**What you need to do**: In the records, find every line with the word "stream" and copy it out.

**Recorded data**:
──────────

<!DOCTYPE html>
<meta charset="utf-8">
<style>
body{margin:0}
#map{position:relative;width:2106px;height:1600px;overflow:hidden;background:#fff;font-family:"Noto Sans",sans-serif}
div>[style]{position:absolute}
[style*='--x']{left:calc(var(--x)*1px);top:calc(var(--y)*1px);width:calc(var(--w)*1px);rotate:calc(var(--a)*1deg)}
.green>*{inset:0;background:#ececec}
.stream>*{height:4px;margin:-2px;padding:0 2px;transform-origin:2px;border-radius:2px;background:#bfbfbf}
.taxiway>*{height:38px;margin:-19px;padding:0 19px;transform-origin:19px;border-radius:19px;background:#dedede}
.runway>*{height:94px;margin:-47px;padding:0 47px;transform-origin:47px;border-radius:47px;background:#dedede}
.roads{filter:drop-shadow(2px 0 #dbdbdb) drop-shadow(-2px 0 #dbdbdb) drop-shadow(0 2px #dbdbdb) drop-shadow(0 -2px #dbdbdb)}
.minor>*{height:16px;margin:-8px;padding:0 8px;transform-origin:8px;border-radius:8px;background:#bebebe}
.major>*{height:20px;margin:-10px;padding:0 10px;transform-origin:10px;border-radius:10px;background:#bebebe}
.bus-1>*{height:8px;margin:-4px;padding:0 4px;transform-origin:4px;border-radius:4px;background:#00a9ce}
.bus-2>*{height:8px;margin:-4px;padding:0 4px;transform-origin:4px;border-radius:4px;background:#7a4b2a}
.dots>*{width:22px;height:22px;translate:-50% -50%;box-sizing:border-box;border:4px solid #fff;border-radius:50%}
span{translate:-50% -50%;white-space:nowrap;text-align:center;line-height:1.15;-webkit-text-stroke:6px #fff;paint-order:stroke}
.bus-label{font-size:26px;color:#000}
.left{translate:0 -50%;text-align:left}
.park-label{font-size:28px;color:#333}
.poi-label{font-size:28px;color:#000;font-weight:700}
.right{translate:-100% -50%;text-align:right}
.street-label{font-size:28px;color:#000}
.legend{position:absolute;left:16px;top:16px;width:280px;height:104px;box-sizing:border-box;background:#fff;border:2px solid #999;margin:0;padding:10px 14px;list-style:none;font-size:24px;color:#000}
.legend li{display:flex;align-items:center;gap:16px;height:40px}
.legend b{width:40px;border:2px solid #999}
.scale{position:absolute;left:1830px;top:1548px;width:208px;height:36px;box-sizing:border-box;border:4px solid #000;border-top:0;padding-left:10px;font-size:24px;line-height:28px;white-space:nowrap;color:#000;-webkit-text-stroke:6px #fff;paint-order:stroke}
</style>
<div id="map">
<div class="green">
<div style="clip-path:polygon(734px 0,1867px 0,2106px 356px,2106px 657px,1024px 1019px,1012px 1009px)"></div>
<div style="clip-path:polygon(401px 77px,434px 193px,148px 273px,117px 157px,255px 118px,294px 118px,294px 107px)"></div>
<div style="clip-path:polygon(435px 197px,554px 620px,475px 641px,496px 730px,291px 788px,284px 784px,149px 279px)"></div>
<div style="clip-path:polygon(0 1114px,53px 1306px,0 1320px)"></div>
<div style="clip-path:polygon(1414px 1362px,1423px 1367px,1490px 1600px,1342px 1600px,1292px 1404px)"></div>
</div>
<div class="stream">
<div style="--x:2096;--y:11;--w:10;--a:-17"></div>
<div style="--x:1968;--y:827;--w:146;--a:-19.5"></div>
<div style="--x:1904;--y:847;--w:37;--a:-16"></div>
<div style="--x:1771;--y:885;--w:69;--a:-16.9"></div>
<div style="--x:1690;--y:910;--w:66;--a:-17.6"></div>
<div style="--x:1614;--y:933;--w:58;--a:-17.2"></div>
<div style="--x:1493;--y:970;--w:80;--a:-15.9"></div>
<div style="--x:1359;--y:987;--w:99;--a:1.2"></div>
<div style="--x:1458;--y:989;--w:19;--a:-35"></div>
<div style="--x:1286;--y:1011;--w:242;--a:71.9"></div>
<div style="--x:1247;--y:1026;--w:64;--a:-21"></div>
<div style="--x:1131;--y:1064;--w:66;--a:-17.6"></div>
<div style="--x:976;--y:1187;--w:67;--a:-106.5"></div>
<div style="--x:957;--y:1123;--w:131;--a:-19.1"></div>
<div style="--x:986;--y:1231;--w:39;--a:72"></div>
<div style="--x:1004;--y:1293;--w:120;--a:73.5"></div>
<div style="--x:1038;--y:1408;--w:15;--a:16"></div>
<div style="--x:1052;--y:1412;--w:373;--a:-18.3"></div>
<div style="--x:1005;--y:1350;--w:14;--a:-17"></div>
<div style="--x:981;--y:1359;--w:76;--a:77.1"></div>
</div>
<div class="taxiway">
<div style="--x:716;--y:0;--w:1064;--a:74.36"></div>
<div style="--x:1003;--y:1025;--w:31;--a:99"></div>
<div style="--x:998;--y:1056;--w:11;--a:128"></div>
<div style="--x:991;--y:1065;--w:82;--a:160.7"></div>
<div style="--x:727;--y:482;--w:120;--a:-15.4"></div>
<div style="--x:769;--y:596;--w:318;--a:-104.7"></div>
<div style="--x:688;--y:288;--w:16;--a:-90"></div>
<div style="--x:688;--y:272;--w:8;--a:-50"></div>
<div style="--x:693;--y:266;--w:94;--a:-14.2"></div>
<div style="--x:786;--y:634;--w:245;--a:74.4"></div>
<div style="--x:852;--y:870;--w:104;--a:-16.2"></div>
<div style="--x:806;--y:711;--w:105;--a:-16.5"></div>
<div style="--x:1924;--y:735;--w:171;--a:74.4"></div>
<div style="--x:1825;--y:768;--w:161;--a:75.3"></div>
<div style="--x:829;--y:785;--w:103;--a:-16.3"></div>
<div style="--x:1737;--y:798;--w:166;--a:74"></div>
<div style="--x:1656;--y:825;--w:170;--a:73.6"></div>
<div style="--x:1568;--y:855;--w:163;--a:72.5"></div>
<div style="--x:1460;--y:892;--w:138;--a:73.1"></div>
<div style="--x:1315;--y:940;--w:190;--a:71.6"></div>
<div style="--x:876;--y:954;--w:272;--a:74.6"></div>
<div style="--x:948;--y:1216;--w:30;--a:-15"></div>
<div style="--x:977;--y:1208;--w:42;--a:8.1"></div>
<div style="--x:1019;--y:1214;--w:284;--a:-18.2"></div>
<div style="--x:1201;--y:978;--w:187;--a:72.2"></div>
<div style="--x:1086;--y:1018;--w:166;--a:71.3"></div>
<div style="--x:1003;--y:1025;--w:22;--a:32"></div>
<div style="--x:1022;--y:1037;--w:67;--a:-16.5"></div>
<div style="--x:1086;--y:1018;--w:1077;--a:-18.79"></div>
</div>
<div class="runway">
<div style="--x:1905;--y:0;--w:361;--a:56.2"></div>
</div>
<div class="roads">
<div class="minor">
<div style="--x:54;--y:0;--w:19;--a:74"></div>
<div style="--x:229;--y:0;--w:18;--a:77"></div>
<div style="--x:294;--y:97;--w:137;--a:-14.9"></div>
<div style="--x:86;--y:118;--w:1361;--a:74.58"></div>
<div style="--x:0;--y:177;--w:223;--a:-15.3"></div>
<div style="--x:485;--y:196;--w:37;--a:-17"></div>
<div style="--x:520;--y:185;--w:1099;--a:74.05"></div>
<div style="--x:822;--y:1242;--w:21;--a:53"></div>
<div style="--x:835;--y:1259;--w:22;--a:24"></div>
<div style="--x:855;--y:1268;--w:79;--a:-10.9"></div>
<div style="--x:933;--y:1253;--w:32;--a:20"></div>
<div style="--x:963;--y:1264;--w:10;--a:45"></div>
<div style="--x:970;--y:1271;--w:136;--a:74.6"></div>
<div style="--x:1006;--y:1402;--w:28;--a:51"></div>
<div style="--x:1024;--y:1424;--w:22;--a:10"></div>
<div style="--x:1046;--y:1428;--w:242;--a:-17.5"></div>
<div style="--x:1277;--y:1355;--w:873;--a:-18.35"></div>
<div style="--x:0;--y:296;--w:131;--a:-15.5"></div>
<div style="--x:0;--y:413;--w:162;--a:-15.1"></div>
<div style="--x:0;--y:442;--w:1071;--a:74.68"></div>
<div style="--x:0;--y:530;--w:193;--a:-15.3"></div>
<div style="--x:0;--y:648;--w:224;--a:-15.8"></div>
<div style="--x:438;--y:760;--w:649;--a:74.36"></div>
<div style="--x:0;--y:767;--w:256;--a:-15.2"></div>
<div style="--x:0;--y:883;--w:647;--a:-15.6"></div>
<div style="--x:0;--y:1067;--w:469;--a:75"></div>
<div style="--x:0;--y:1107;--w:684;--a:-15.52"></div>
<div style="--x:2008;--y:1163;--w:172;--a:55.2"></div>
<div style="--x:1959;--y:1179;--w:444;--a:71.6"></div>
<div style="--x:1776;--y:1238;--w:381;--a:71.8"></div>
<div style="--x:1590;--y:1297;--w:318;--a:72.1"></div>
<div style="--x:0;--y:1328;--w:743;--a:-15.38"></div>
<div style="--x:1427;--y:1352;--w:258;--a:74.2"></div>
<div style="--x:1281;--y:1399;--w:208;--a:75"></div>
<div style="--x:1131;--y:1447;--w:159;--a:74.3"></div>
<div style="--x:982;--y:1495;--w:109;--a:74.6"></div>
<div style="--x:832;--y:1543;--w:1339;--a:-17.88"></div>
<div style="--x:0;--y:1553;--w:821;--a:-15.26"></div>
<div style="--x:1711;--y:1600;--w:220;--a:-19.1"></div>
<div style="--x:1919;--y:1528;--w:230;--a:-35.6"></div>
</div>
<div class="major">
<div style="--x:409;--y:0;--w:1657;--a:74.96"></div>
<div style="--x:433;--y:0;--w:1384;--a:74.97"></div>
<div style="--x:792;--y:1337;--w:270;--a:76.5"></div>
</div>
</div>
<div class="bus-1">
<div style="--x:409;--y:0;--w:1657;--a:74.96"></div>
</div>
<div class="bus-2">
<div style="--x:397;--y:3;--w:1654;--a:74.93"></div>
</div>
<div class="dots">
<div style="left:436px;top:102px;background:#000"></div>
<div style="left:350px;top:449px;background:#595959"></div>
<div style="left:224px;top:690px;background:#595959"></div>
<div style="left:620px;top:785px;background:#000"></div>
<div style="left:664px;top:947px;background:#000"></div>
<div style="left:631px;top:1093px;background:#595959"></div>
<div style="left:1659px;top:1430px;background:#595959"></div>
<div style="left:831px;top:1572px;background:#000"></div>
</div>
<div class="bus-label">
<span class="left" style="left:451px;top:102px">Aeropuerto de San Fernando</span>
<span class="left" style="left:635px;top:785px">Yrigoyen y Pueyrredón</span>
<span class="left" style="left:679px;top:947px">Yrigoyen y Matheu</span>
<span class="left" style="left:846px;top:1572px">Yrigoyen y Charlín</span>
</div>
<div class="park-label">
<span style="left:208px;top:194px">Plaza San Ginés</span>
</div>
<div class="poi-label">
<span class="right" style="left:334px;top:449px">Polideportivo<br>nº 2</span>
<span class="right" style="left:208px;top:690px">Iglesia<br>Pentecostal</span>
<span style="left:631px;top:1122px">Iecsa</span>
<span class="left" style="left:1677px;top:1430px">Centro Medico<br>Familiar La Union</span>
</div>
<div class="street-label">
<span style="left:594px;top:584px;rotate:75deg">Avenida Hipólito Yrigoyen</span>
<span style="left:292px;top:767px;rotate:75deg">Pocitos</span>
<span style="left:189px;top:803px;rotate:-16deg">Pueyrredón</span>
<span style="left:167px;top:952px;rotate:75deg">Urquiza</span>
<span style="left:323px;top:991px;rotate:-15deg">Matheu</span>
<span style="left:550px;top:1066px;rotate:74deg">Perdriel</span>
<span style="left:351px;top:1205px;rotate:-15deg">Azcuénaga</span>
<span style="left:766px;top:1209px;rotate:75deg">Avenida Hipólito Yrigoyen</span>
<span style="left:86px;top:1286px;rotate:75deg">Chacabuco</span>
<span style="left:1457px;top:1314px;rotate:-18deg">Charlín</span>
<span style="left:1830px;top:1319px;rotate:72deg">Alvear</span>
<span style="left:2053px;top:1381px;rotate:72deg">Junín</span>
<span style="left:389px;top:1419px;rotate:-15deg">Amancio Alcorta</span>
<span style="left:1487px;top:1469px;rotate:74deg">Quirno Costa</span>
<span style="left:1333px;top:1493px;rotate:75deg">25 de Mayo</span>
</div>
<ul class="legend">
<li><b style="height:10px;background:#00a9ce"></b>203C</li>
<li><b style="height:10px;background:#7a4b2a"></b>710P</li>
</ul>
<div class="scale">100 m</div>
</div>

──────────

**Task answer**:
.stream>*{height:4px;margin:-2px;padding:0 2px;transform-origin:2px;border-radius:2px;background:#bfbfbf}
<div class="stream">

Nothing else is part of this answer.